• **Instructions for the task**:
When you repeat the entries below, please keep them exact and leave out the pictures.
*** Working data
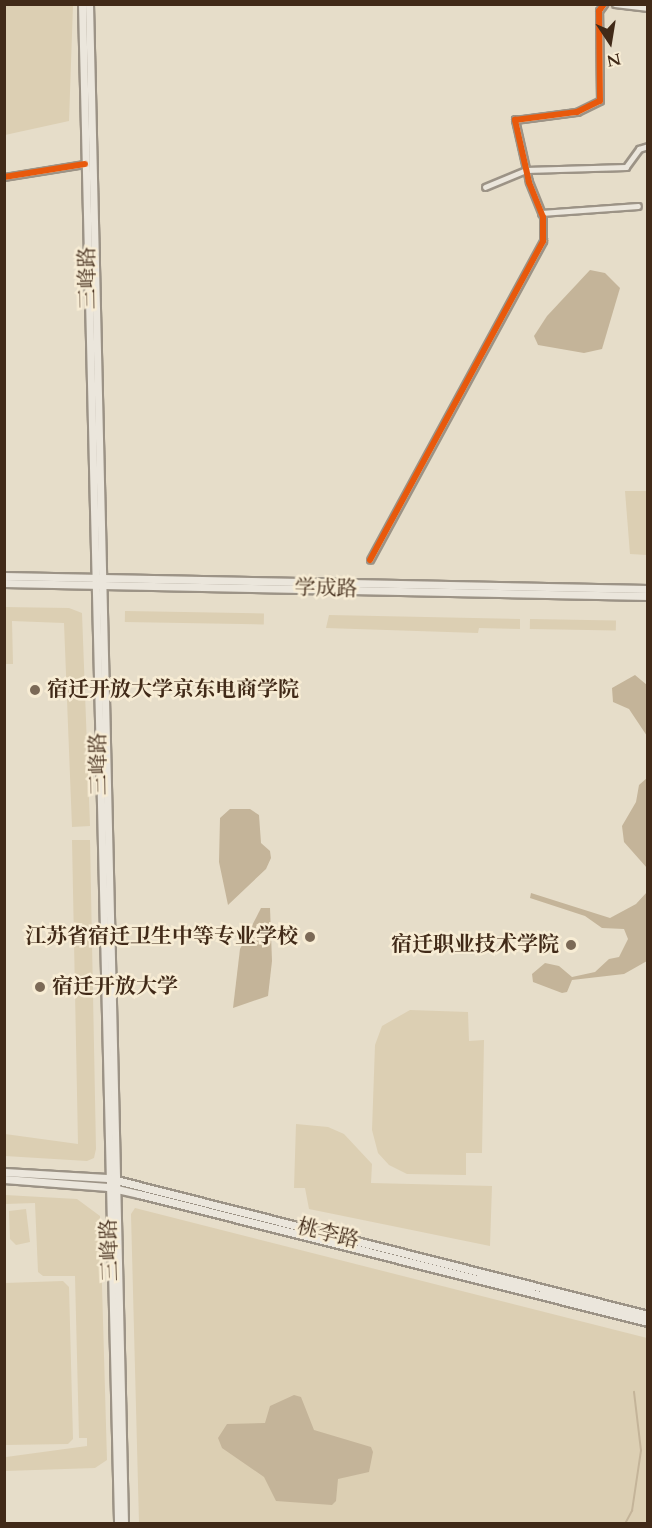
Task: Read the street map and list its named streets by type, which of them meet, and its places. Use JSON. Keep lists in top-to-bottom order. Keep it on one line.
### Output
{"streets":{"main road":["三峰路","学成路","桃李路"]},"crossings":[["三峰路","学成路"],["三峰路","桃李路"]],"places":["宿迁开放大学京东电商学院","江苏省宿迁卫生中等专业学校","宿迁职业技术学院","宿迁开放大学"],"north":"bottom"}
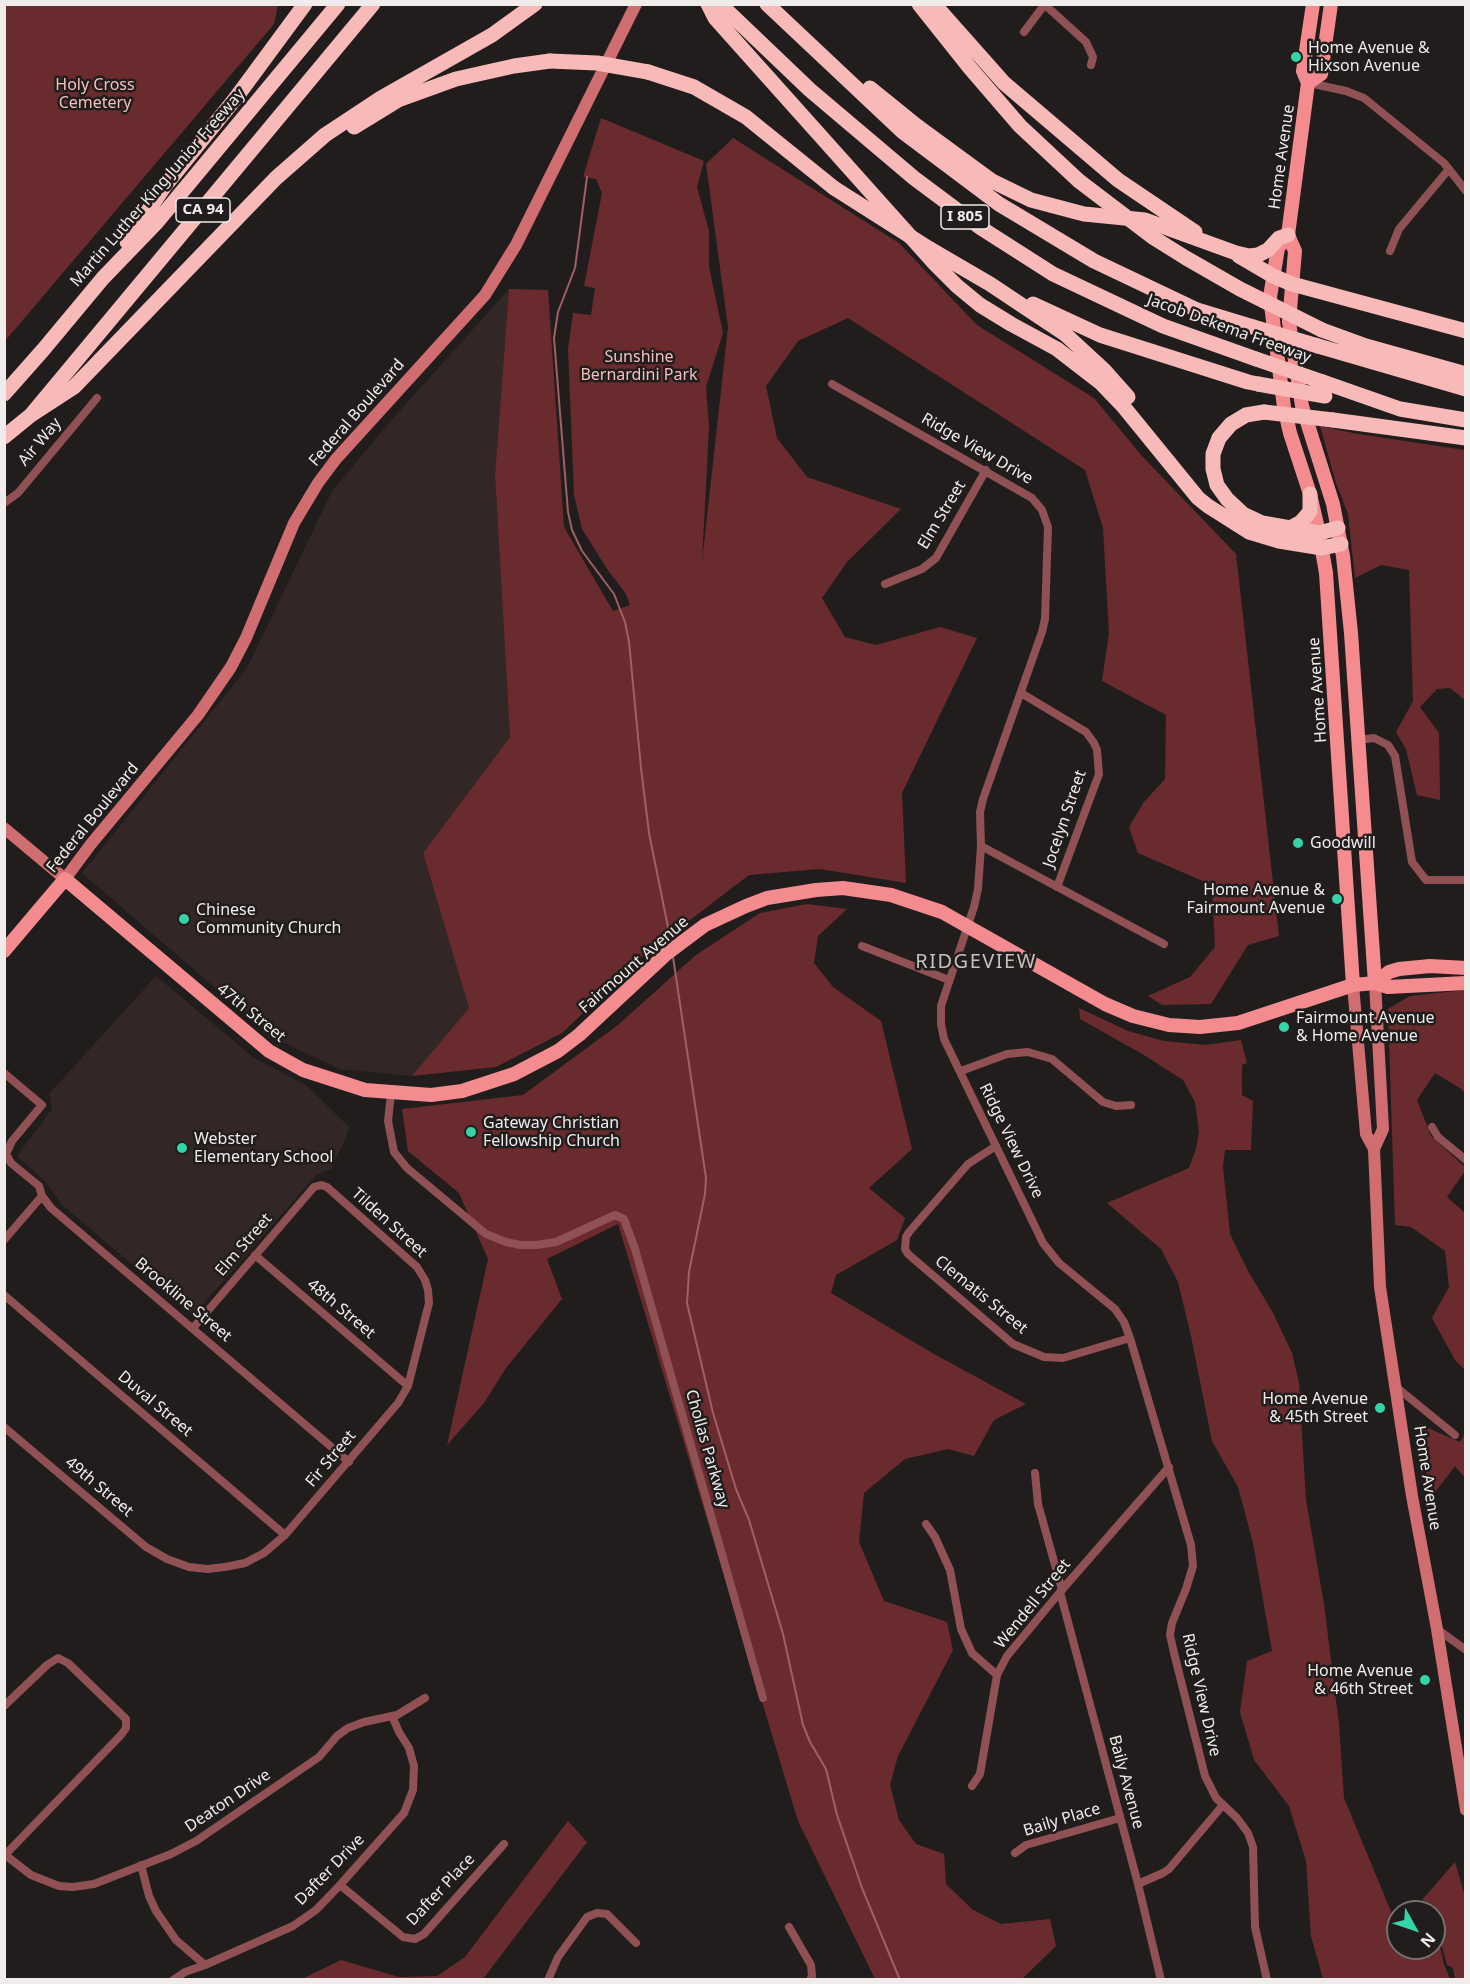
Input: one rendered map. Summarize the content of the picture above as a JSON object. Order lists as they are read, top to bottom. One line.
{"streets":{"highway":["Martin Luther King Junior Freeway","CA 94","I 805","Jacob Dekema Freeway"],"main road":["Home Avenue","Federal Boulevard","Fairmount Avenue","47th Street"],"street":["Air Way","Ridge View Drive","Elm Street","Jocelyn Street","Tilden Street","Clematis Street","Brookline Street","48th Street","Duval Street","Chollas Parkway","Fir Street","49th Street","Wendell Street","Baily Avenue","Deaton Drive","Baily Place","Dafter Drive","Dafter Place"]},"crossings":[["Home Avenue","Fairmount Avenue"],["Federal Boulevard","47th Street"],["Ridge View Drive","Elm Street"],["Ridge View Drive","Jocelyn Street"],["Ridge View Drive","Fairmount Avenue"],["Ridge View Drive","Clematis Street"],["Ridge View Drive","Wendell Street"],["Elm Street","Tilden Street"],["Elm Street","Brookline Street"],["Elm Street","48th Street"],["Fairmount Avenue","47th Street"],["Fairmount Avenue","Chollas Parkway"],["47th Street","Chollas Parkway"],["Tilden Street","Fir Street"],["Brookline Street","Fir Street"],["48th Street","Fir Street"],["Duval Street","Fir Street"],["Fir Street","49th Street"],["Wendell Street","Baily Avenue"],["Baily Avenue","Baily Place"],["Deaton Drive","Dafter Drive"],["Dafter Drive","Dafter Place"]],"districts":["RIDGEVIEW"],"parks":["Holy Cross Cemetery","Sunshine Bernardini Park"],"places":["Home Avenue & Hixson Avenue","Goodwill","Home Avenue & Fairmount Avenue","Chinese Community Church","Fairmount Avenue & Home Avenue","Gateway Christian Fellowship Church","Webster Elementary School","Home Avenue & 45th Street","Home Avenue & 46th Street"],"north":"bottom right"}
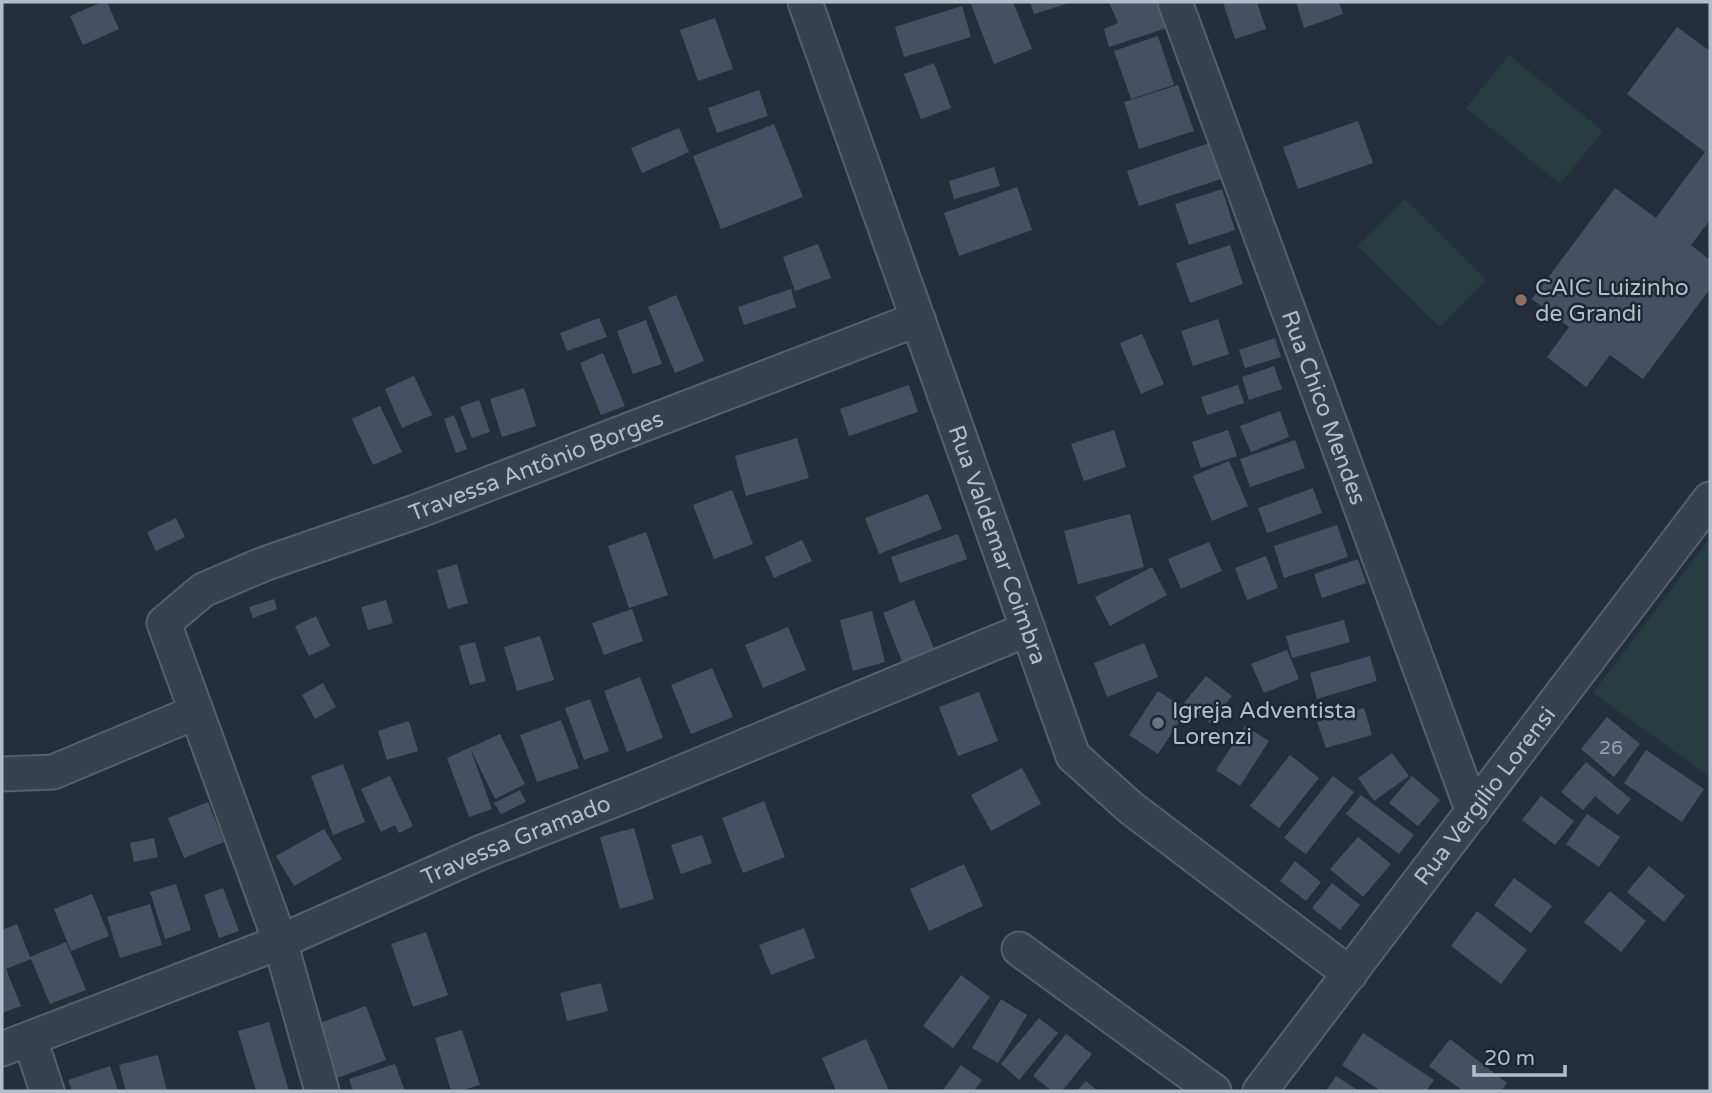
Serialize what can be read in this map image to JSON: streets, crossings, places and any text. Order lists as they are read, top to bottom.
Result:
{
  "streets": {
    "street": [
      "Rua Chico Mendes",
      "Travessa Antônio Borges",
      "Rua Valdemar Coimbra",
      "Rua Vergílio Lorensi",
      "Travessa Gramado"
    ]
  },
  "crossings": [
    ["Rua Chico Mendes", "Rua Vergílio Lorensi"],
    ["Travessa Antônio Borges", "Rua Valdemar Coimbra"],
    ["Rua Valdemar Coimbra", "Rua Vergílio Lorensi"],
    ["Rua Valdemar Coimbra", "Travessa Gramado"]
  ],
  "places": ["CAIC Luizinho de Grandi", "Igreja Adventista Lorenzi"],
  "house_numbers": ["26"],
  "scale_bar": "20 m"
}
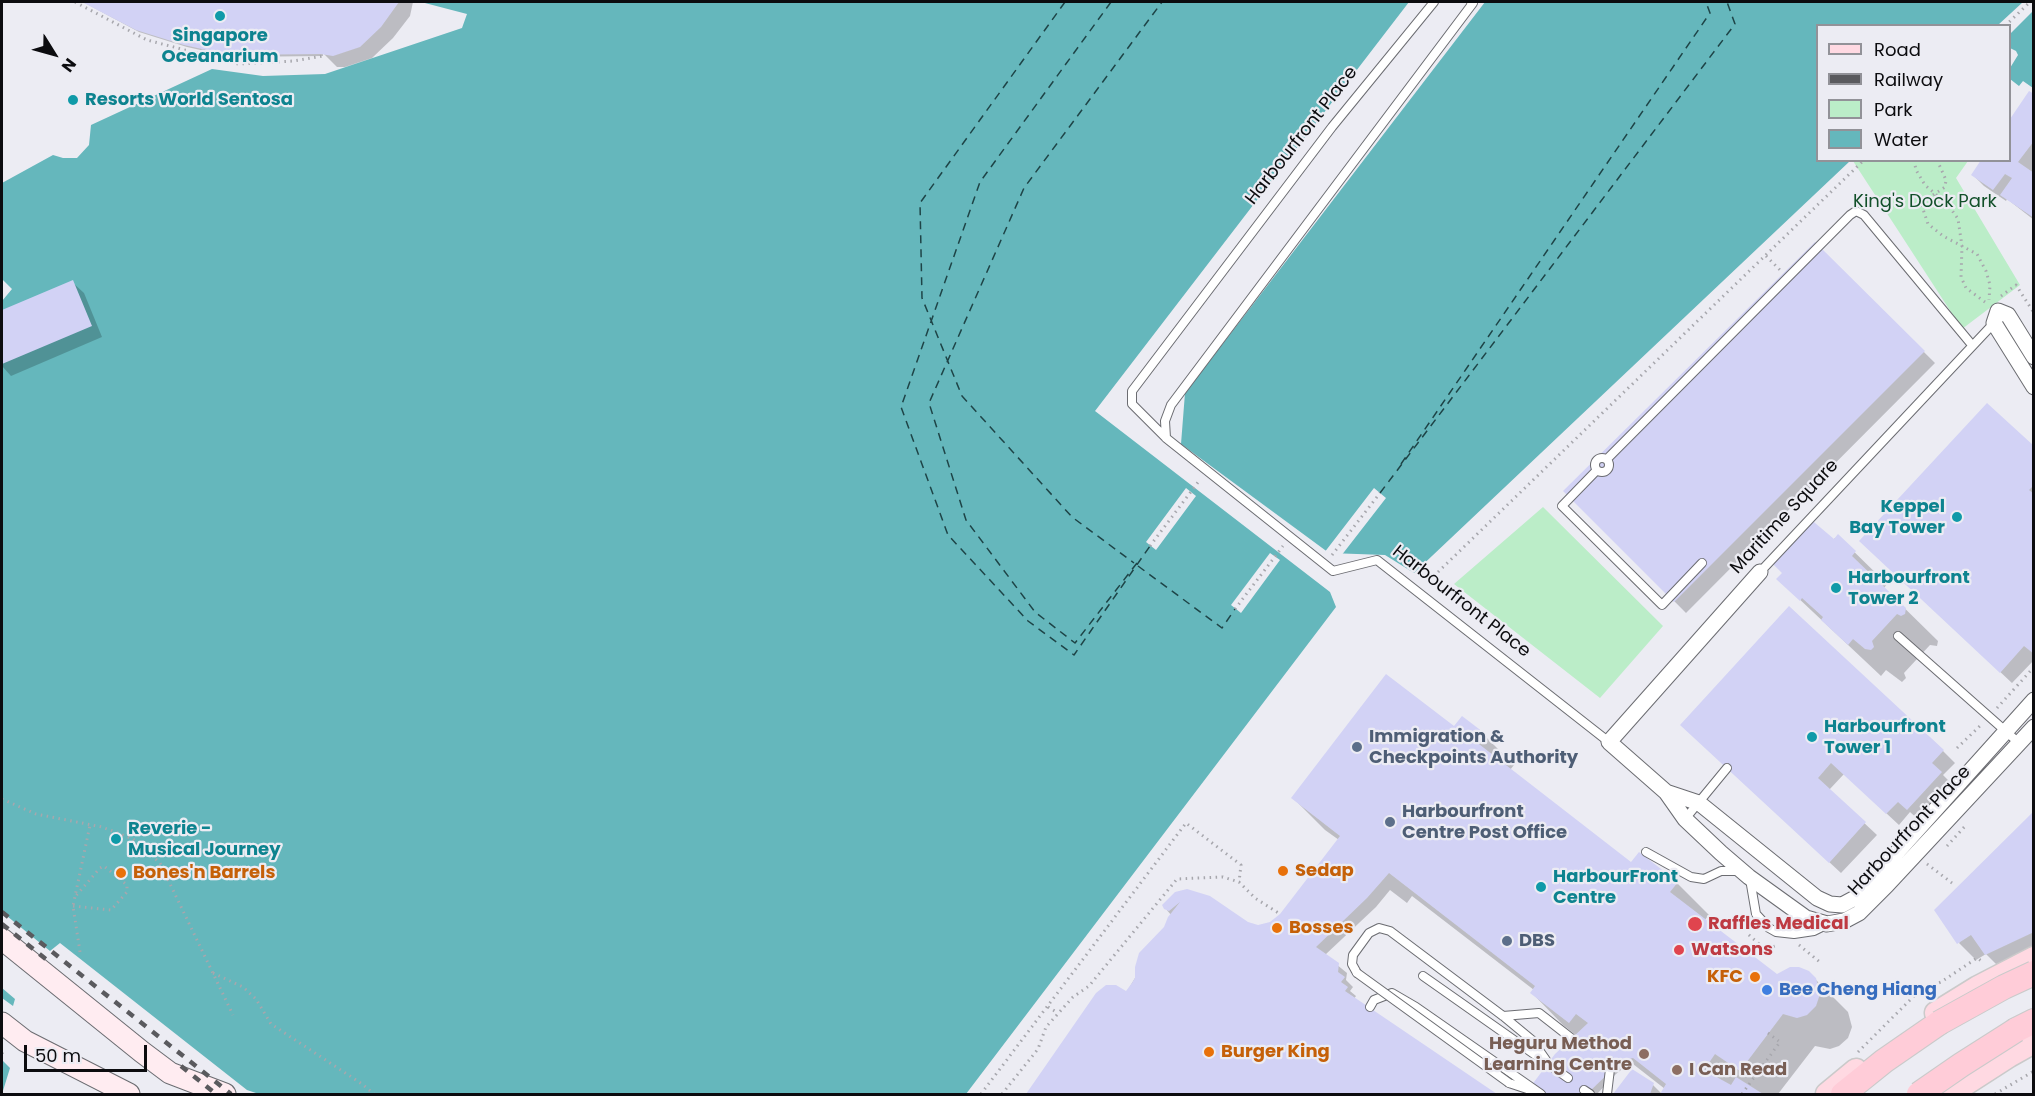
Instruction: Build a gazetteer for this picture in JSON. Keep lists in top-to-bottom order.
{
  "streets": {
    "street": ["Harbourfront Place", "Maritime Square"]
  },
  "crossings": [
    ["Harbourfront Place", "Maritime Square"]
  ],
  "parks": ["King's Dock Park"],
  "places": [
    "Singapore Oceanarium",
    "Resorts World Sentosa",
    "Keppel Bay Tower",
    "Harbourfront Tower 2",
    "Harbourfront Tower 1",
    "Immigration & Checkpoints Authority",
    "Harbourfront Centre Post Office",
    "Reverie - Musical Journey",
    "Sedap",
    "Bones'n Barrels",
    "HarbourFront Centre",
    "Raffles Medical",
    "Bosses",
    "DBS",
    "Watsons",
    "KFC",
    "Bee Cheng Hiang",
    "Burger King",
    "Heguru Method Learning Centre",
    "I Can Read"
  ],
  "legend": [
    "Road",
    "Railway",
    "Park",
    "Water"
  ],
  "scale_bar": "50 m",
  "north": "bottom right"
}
******
• **Response**:
Task: Read the street map and list its named streets by type, which of them meet, and its places. Use JSON. Keep lists in top-to-bottom order. Keep it on one line.
### Output
{"streets":{"main road":["三峰路","学成路","桃李路"]},"crossings":[["三峰路","学成路"],["三峰路","桃李路"]],"places":["宿迁开放大学京东电商学院","江苏省宿迁卫生中等专业学校","宿迁职业技术学院","宿迁开放大学"],"north":"bottom"}
Input: one rendered map. Summarize the content of the picture above as a JSON object. Order lists as they are read, top to bottom. One line.
{"streets":{"highway":["Martin Luther King Junior Freeway","CA 94","I 805","Jacob Dekema Freeway"],"main road":["Home Avenue","Federal Boulevard","Fairmount Avenue","47th Street"],"street":["Air Way","Ridge View Drive","Elm Street","Jocelyn Street","Tilden Street","Clematis Street","Brookline Street","48th Street","Duval Street","Chollas Parkway","Fir Street","49th Street","Wendell Street","Baily Avenue","Deaton Drive","Baily Place","Dafter Drive","Dafter Place"]},"crossings":[["Home Avenue","Fairmount Avenue"],["Federal Boulevard","47th Street"],["Ridge View Drive","Elm Street"],["Ridge View Drive","Jocelyn Street"],["Ridge View Drive","Fairmount Avenue"],["Ridge View Drive","Clematis Street"],["Ridge View Drive","Wendell Street"],["Elm Street","Tilden Street"],["Elm Street","Brookline Street"],["Elm Street","48th Street"],["Fairmount Avenue","47th Street"],["Fairmount Avenue","Chollas Parkway"],["47th Street","Chollas Parkway"],["Tilden Street","Fir Street"],["Brookline Street","Fir Street"],["48th Street","Fir Street"],["Duval Street","Fir Street"],["Fir Street","49th Street"],["Wendell Street","Baily Avenue"],["Baily Avenue","Baily Place"],["Deaton Drive","Dafter Drive"],["Dafter Drive","Dafter Place"]],"districts":["RIDGEVIEW"],"parks":["Holy Cross Cemetery","Sunshine Bernardini Park"],"places":["Home Avenue & Hixson Avenue","Goodwill","Home Avenue & Fairmount Avenue","Chinese Community Church","Fairmount Avenue & Home Avenue","Gateway Christian Fellowship Church","Webster Elementary School","Home Avenue & 45th Street","Home Avenue & 46th Street"],"north":"bottom right"}
Serialize what can be read in this map image to JSON: streets, crossings, places and any text. Order lists as they are read, top to bottom.
Result:
{
  "streets": {
    "street": [
      "Rua Chico Mendes",
      "Travessa Antônio Borges",
      "Rua Valdemar Coimbra",
      "Rua Vergílio Lorensi",
      "Travessa Gramado"
    ]
  },
  "crossings": [
    ["Rua Chico Mendes", "Rua Vergílio Lorensi"],
    ["Travessa Antônio Borges", "Rua Valdemar Coimbra"],
    ["Rua Valdemar Coimbra", "Rua Vergílio Lorensi"],
    ["Rua Valdemar Coimbra", "Travessa Gramado"]
  ],
  "places": ["CAIC Luizinho de Grandi", "Igreja Adventista Lorenzi"],
  "house_numbers": ["26"],
  "scale_bar": "20 m"
}
Instruction: Build a gazetteer for this picture in JSON. Keep lists in top-to-bottom order.
{
  "streets": {
    "street": ["Harbourfront Place", "Maritime Square"]
  },
  "crossings": [
    ["Harbourfront Place", "Maritime Square"]
  ],
  "parks": ["King's Dock Park"],
  "places": [
    "Singapore Oceanarium",
    "Resorts World Sentosa",
    "Keppel Bay Tower",
    "Harbourfront Tower 2",
    "Harbourfront Tower 1",
    "Immigration & Checkpoints Authority",
    "Harbourfront Centre Post Office",
    "Reverie - Musical Journey",
    "Sedap",
    "Bones'n Barrels",
    "HarbourFront Centre",
    "Raffles Medical",
    "Bosses",
    "DBS",
    "Watsons",
    "KFC",
    "Bee Cheng Hiang",
    "Burger King",
    "Heguru Method Learning Centre",
    "I Can Read"
  ],
  "legend": [
    "Road",
    "Railway",
    "Park",
    "Water"
  ],
  "scale_bar": "50 m",
  "north": "bottom right"
}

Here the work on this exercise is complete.